(Supplied material begins)

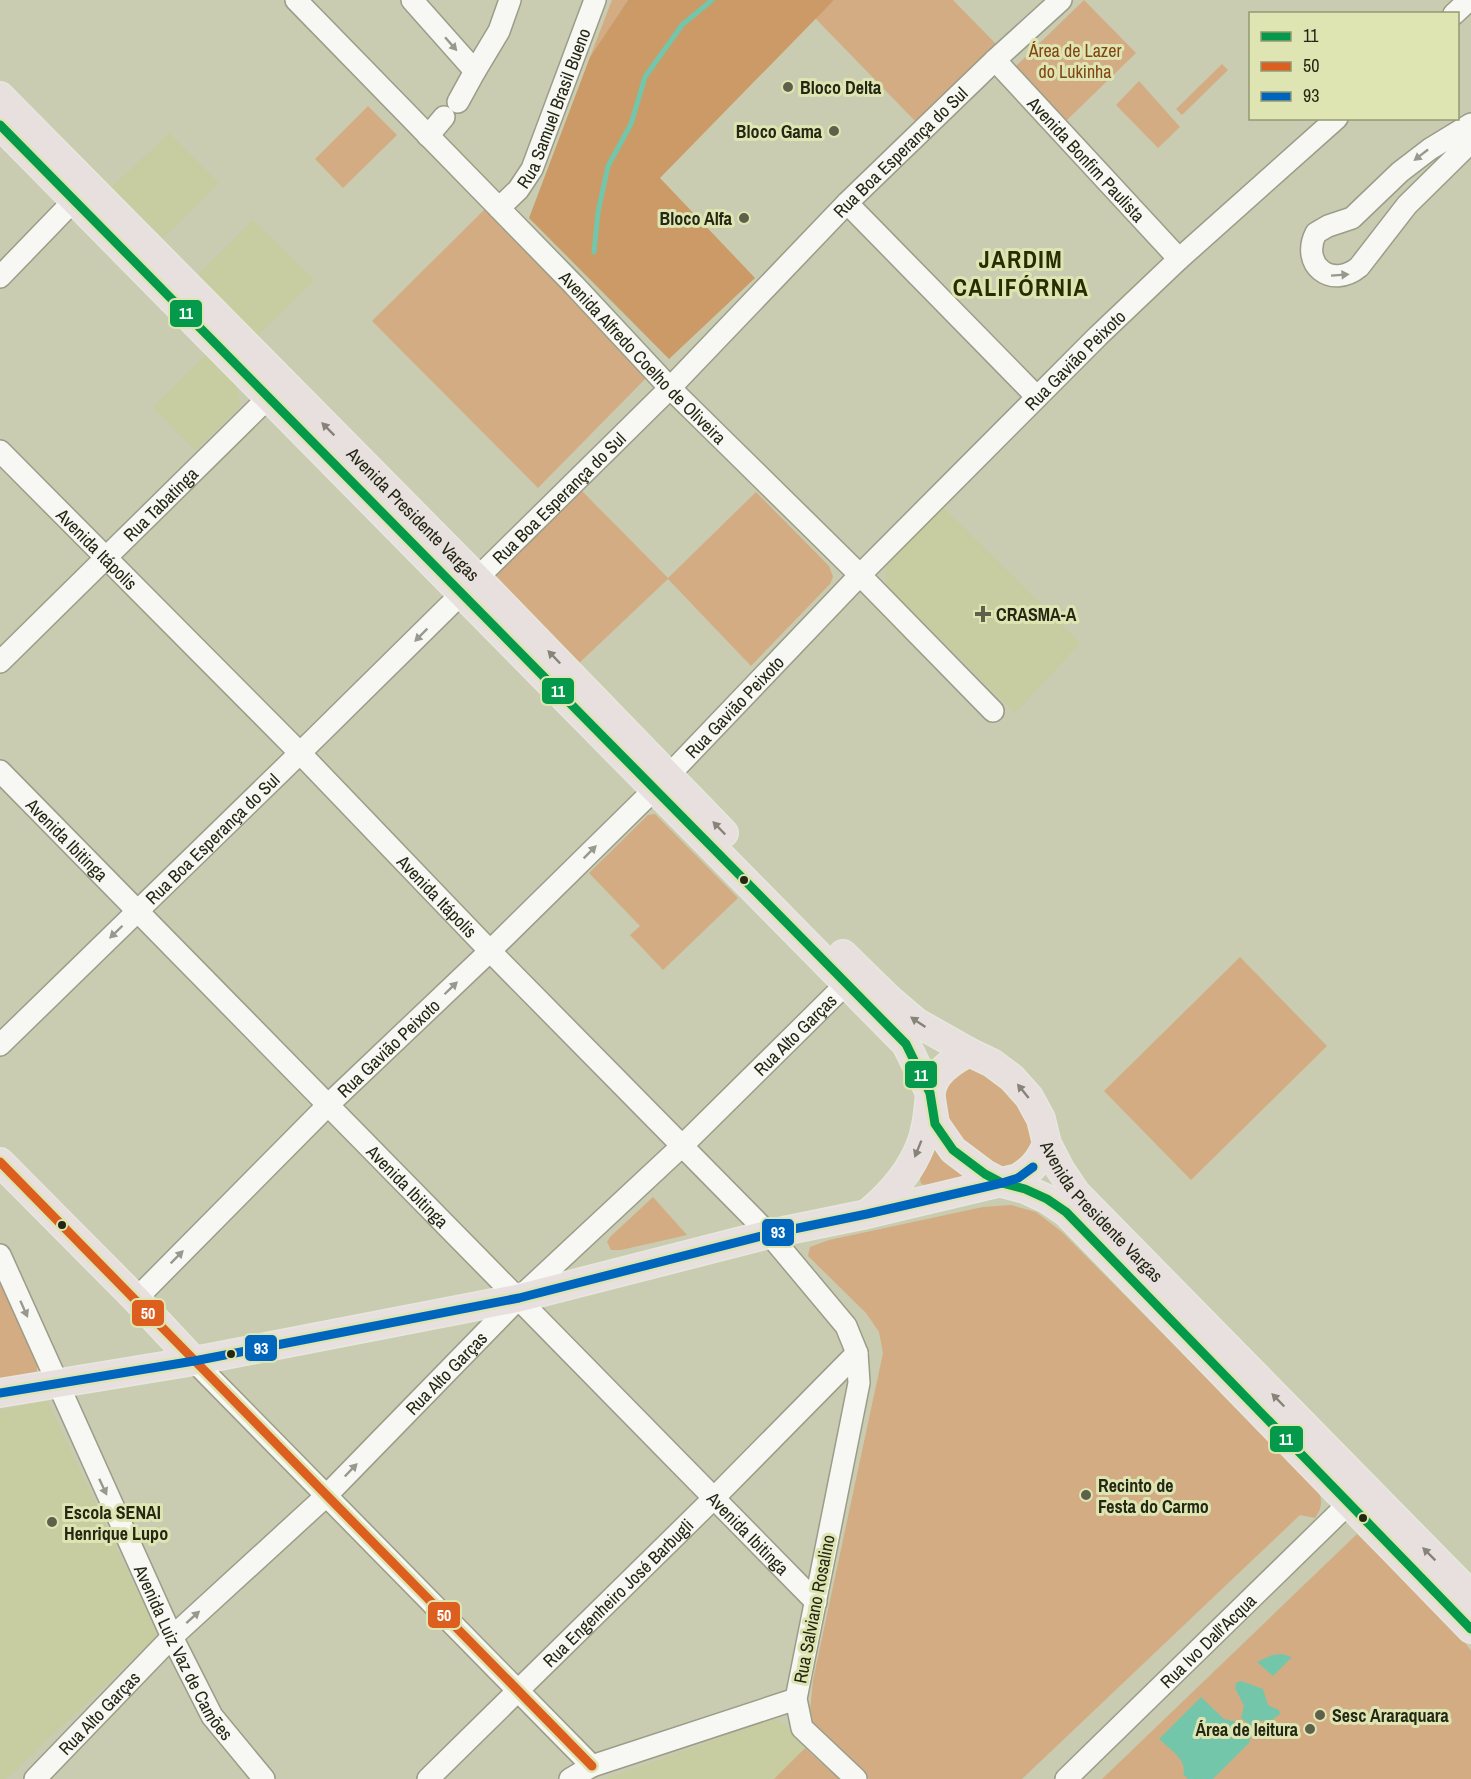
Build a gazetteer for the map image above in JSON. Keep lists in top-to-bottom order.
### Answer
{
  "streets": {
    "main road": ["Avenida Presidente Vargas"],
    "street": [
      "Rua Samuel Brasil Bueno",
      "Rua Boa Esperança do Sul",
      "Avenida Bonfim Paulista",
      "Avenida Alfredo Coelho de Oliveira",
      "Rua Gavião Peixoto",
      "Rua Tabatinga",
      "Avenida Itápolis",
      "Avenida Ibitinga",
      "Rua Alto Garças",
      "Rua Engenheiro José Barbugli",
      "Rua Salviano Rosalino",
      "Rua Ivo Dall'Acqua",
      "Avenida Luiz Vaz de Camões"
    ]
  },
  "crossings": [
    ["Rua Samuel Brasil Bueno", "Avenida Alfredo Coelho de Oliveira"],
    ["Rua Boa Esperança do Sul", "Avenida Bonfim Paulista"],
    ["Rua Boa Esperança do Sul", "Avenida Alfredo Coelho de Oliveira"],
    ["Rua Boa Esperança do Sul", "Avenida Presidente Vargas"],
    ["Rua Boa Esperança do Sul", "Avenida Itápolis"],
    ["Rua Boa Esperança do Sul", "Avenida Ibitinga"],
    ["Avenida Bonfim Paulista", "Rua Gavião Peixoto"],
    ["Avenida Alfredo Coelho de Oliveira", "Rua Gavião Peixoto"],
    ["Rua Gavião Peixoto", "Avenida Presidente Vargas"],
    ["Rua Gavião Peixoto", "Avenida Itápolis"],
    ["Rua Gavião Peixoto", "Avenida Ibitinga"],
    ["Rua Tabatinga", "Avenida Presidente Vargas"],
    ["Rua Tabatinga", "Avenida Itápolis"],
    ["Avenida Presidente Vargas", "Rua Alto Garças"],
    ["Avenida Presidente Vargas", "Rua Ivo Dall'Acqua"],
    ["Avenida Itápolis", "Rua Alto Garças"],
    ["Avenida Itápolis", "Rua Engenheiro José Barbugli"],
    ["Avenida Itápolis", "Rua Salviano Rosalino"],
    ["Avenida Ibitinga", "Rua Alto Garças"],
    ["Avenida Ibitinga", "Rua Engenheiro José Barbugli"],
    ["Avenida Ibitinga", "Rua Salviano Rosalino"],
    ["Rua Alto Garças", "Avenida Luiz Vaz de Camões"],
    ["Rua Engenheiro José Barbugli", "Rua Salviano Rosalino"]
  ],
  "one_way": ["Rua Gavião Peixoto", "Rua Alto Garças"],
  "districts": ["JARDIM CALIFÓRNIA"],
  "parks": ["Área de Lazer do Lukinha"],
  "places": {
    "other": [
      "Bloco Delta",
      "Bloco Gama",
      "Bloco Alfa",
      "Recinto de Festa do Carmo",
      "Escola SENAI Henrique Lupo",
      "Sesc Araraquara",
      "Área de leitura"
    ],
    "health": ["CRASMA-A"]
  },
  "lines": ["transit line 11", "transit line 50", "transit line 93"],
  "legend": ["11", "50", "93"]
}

(Supplied material ends)
(Supplied material begins)

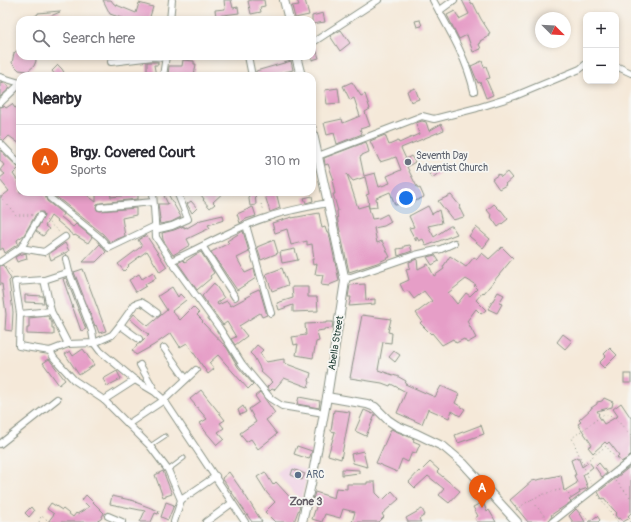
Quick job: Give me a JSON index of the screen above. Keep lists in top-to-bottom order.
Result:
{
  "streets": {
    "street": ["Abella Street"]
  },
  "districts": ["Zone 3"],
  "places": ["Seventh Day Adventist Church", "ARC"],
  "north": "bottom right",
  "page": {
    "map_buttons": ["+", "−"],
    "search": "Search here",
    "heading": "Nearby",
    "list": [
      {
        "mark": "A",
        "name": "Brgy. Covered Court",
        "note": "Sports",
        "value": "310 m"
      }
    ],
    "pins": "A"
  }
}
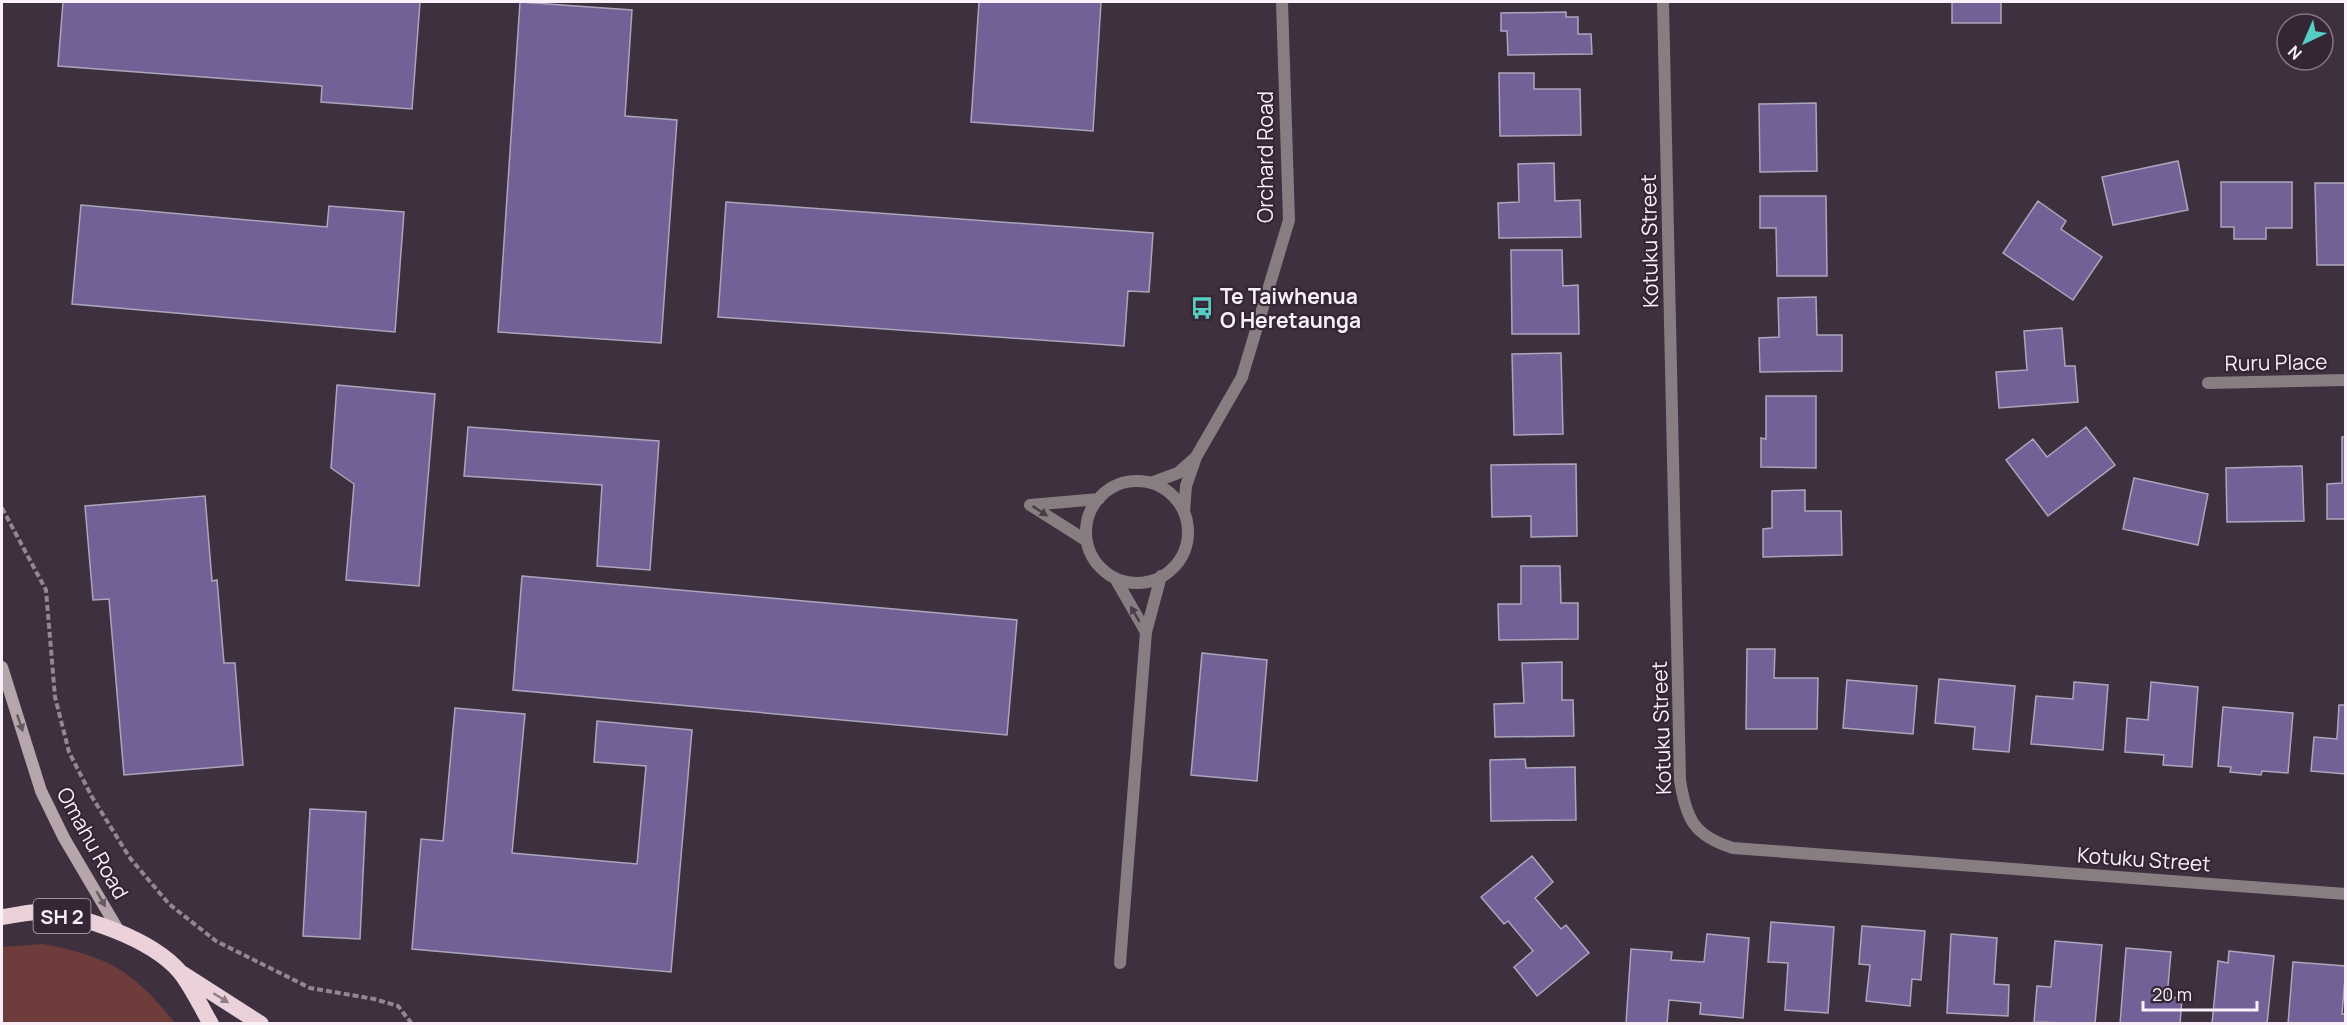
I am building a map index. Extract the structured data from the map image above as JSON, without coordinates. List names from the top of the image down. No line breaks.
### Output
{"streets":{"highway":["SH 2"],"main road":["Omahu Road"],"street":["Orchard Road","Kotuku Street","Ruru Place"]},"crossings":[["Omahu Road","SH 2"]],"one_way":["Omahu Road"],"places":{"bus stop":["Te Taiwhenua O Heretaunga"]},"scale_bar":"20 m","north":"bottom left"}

(Supplied material ends)

**Work instruction**. What number of lines in the records hold the word "order"? Reply with that number alone.

**Solution to this exercise**. 2